つまり、もう1回同じ実験をしたら今度は田舎のほうが多く戻ってくる可能性もあるというくらいの差だったのです。
「社会経済的な地位(Socioeconomic Status)」が高い人は親切
しかし、これを別の切り口で見た場合に差を出せる基準がありました。
何かといったら「社会経済的な地位(Socioeconomic Status)」です。
要するに収入や地位、学歴です。
そういったものが高い人が住んでいる地域は田舎か都会かに関係なく手紙が戻ってくる確率が高かったのです。
つまり親切かどうかは田舎者か都会者かの違いではなく、社会経済的な地位の問題だったということです。
「情けは人のためならず」と考えられない
なぜこのような結果になるのでしょうか?
それは社会経済的な地位が低い人は自分のことで精一杯なため、他人を思いやる余裕がないからではないかと考えられます。

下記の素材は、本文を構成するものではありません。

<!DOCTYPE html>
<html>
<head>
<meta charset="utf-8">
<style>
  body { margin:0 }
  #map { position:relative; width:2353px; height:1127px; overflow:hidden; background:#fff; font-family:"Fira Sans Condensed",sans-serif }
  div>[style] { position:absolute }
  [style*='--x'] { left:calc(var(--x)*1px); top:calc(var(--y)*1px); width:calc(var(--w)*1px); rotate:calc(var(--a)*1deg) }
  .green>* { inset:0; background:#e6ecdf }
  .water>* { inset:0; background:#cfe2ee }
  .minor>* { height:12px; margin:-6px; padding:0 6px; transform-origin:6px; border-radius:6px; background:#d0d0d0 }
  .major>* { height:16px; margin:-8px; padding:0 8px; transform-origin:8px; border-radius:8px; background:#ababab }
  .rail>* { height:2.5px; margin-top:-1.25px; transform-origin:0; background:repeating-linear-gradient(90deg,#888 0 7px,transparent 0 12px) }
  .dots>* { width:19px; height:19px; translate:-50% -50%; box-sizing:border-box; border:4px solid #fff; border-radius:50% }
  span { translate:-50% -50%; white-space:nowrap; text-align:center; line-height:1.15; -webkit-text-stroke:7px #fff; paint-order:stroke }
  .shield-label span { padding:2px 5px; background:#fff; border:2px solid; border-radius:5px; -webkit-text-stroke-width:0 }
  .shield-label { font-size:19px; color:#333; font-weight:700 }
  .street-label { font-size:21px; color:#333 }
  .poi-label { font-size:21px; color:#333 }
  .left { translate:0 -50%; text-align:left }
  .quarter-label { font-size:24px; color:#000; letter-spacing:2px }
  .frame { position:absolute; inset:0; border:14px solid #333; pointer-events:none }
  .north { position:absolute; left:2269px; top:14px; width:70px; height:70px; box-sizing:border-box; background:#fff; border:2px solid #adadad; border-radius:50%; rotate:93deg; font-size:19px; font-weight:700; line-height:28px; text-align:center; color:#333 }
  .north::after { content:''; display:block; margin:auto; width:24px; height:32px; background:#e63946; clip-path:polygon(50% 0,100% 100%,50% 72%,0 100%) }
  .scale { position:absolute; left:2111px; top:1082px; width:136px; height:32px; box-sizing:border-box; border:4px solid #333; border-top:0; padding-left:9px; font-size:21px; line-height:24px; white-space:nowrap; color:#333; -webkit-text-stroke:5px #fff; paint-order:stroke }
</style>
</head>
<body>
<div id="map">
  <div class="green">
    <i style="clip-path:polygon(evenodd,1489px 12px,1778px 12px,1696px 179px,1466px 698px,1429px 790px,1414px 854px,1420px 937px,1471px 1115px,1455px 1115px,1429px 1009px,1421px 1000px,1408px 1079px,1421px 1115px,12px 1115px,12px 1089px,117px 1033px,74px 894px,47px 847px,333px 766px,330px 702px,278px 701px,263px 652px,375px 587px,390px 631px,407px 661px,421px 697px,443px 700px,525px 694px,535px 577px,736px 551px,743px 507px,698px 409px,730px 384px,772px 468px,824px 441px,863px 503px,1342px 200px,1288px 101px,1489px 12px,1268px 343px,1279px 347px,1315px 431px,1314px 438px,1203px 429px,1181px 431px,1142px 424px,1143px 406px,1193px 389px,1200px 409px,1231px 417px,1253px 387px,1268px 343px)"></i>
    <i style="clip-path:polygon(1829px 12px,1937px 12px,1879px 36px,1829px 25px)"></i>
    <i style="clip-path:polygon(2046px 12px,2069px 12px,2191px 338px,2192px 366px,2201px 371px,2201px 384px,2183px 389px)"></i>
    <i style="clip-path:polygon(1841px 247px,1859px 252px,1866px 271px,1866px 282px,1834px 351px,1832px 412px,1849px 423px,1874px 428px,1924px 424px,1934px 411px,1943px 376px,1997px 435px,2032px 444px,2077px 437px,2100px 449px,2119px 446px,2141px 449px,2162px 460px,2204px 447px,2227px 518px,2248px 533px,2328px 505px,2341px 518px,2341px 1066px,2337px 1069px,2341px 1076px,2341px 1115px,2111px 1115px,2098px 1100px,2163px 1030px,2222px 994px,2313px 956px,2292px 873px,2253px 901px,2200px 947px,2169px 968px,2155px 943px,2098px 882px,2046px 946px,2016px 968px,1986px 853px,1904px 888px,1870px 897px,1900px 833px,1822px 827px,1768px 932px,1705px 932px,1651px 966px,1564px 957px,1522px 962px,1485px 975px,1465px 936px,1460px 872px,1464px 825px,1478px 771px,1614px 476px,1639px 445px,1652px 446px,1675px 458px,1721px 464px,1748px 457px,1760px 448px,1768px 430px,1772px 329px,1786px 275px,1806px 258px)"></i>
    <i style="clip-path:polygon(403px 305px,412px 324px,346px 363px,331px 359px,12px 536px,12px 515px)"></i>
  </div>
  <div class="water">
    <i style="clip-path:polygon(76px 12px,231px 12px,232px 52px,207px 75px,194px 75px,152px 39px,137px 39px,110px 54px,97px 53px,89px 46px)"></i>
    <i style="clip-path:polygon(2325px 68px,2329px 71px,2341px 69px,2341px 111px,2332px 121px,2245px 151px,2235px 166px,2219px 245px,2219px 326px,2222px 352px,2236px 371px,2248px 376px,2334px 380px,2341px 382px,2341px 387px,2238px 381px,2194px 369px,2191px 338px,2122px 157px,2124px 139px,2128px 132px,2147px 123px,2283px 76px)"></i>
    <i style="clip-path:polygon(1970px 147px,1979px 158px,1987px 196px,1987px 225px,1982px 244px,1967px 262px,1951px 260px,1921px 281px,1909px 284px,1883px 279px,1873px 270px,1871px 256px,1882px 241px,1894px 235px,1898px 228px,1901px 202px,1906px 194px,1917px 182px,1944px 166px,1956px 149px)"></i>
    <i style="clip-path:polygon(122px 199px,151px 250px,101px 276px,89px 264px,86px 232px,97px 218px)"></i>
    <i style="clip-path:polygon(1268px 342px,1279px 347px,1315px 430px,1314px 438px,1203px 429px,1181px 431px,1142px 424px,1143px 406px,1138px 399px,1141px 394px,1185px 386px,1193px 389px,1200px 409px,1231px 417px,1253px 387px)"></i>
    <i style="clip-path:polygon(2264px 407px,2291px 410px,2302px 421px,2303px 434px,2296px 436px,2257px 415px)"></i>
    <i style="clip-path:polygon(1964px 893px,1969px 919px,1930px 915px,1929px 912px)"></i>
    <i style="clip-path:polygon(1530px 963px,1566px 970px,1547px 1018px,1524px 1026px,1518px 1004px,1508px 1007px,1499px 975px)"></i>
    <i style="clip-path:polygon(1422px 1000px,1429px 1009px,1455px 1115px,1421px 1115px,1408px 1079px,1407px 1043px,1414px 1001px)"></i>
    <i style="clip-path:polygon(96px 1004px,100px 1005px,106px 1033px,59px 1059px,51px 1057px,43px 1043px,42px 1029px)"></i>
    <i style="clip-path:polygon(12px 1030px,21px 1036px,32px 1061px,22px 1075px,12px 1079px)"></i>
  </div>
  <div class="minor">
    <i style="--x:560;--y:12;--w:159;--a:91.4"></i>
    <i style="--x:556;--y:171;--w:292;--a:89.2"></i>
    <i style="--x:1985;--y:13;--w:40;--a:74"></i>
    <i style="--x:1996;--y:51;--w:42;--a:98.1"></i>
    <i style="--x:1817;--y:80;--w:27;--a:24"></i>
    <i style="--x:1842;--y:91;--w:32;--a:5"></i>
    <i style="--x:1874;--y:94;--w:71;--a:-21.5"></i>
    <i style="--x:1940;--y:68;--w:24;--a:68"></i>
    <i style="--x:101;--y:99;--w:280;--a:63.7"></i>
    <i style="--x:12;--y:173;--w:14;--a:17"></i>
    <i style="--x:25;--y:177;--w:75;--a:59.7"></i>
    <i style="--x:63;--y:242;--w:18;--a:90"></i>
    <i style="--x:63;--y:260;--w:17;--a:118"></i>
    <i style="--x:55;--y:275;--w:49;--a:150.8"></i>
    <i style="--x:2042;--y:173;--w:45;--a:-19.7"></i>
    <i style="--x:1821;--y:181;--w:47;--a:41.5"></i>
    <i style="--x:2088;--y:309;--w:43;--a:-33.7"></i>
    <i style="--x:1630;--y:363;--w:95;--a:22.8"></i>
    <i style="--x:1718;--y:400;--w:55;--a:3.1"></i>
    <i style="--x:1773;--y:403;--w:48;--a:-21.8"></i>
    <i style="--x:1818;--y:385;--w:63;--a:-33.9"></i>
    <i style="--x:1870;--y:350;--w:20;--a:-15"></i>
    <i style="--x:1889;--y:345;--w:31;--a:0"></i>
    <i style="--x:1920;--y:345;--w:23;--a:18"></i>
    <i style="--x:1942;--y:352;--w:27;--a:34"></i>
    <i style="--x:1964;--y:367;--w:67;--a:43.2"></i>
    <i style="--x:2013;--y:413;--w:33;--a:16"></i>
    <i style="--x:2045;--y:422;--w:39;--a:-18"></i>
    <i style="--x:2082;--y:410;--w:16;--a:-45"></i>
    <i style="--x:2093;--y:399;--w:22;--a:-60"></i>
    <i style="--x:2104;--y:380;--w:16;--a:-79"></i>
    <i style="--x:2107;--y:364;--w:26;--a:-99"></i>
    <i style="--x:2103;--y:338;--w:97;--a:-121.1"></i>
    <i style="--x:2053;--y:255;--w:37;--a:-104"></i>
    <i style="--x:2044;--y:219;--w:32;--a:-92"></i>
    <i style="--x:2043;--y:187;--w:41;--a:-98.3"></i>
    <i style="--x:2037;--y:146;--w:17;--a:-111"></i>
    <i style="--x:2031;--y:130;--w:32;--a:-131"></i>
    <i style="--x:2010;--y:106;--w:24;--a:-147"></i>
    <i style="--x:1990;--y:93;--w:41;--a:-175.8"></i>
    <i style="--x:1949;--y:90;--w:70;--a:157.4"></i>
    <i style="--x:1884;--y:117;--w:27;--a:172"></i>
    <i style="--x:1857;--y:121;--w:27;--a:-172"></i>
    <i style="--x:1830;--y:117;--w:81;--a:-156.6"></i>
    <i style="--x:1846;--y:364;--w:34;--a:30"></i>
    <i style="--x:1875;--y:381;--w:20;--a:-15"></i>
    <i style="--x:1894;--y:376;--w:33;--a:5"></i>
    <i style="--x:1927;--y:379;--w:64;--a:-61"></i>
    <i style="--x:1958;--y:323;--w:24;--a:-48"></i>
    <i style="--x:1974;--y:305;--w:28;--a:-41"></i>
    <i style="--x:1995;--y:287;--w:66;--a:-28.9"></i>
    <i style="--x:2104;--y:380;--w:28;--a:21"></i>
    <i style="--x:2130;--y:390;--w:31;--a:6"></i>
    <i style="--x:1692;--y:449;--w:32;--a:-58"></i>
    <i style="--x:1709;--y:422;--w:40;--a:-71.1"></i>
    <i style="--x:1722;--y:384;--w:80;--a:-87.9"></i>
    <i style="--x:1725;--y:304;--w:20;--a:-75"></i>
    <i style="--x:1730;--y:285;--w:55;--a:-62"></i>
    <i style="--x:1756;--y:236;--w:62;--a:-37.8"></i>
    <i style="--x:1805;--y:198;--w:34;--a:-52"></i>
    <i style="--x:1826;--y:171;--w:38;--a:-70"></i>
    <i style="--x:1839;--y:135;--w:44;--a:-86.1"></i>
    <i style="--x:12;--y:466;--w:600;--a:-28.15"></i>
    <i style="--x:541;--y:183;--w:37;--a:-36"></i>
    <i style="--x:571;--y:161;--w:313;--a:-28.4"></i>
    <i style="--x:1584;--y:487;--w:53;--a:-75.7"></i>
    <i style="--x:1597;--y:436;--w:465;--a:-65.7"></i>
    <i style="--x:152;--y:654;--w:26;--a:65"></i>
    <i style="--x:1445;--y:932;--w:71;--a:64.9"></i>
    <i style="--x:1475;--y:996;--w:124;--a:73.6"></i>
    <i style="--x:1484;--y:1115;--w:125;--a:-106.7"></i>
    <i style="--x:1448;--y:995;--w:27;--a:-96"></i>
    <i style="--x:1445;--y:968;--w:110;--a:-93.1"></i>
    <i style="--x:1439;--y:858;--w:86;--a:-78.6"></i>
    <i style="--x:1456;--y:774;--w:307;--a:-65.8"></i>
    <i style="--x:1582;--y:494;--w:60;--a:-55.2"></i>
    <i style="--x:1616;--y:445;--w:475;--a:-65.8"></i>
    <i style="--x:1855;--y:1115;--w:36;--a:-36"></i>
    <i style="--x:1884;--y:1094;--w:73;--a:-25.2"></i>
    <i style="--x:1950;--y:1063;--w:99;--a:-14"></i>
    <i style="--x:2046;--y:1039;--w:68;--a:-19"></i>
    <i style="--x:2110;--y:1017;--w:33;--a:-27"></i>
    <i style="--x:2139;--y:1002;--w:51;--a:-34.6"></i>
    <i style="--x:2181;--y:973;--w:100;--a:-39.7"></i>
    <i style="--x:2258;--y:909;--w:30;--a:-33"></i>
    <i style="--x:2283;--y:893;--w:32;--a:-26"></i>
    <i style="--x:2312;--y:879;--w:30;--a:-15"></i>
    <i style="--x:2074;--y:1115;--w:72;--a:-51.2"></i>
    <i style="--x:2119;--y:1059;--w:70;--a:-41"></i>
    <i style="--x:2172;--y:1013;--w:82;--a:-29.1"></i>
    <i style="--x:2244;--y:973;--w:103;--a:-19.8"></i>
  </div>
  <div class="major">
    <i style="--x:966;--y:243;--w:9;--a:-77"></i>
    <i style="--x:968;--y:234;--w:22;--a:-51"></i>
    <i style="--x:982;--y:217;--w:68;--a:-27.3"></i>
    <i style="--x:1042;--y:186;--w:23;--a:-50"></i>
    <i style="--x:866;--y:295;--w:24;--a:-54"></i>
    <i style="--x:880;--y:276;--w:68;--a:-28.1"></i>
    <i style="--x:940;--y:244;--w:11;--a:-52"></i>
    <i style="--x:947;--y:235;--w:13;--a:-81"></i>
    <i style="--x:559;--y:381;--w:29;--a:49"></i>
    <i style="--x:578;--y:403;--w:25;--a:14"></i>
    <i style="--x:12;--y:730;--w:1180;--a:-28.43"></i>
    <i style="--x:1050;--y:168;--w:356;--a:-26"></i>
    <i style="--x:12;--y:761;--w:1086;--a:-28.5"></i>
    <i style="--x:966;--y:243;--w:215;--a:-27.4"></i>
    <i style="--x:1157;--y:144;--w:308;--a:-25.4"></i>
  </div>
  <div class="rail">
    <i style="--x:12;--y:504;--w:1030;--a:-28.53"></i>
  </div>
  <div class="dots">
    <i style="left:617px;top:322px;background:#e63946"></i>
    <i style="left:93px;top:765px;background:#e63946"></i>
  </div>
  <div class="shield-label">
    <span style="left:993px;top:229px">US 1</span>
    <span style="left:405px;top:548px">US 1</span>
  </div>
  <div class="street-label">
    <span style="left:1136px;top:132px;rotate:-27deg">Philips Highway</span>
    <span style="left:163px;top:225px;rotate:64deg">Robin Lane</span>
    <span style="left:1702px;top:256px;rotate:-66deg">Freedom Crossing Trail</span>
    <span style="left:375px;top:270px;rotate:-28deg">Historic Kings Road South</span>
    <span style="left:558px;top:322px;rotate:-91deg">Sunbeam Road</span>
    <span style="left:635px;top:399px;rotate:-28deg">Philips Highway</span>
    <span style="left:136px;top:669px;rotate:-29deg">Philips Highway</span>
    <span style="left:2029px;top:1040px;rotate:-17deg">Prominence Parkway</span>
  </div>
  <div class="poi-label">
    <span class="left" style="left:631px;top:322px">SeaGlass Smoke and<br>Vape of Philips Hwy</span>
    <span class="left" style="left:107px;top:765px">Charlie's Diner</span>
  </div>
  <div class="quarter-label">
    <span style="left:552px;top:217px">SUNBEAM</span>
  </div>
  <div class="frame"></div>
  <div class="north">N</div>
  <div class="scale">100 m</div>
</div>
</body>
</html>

他の実験でも社会経済的な地位が低い人は報酬を得られるまでに時間のかかるものには投資をしないということも分かっています。
1年後に貰える2万円よりも、今貰える1万円を選ぶということです。(これが社会経済的な地位が低いままの理由でもありますが…)
他人に親切にするのもこれと同じです。親切にしたからといってすぐに親切が返ってくるわけではありません。
「情けは人のためならず」という考えになり難いのです。
高級住宅街の車は横断歩道で止まる
社会経済的な地位が高い人のほうが親切だということは身近なところでも体験します。
たとえば住宅街を歩いてるとき横断歩道に差し掛かったとします。
そういうときはやはり社会経済的な地位が高い人が住んでいるとされる高級住宅街は田舎か都会かに限らずきちんと止まる車が多いです。
田舎生まれ、田舎育ち、近所の奴はだいたい親戚
Iターンで田舎に住みたいという人も増えています。
そういう人は自然が豊であるということだけで場所を選ぶのではなく、そこに住んでいる人たちの社会経済的な地位もしっかりと調べたほうが良いと思います。
別の実験ですが落とした手紙の宛名に評判の悪い人の名前が書いてあった場合、田舎のほうが戻ってくる確率が低いということも分かっています。
これは何を意味するかというと「コミュニティで嫌われている人間はイジメても良い」という考え方は田舎のほうが強いということです。
田舎生まれ、田舎育ち、近所の奴はだいたい親戚のような住民が多い場所に住むときは注意してください。
参考文献:Cyril C. Grueter, Grace Westlake & David Coall. Urban Civility: City Dwellers Are Not Less Prososcial Than Their Rural Counterparts. Evolutionary Psychological Science volume 6. (2020).